Persist enough metadata so leaderboard analysis can answer:

  • did the winner come from the first draft or repair
  • how many candidates were thrown out by parse failure
  • how often repair rescued a case

Step 6: expose it through the eval CLI

Add a new backend name to apps/evals sql, with a small number of explicit knobs such as:

  • candidate_count
  • repair_rounds
  • selection_mode
  • optional execution_source for local smoke mode only

This should remain a backend choice, not a new eval runner.

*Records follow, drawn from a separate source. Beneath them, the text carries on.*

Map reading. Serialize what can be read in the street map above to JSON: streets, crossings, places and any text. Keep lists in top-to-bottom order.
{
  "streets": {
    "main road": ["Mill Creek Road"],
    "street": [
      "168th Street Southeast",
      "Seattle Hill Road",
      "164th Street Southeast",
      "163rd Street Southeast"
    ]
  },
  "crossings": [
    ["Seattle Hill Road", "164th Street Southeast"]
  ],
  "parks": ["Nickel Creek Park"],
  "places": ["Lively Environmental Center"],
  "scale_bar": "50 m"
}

Step 7: validate on canary first

Before any broader rollout:

  1. run the new backend on the canary benchmark
  2. compare against the current dataface one-shot backend
  3. inspect both pass-rate changes and failure-shape changes
  4. only expand to a larger run if the canary shows real signal

Success criteria

  • New backend runs end-to-end via apps/evals sql
  • One-shot backend remains intact as the baseline
  • Result artifacts include enough metadata to analyze candidate and repair behavior
  • The canary run shows whether bounded non-one-shot search is promising enough to keep investing in
  • No production/chat path is forced to adopt the new stack yet

Implementation Progress

Not started. This task is intentionally implementation-ready rather than research-only.

QA Exploration

  • [x] QA exploration completed (or N/A for non-UI tasks)

N/A - this is a local eval/backend task with no browser-facing UI requirement.

Review Feedback

  • [ ] Review cleared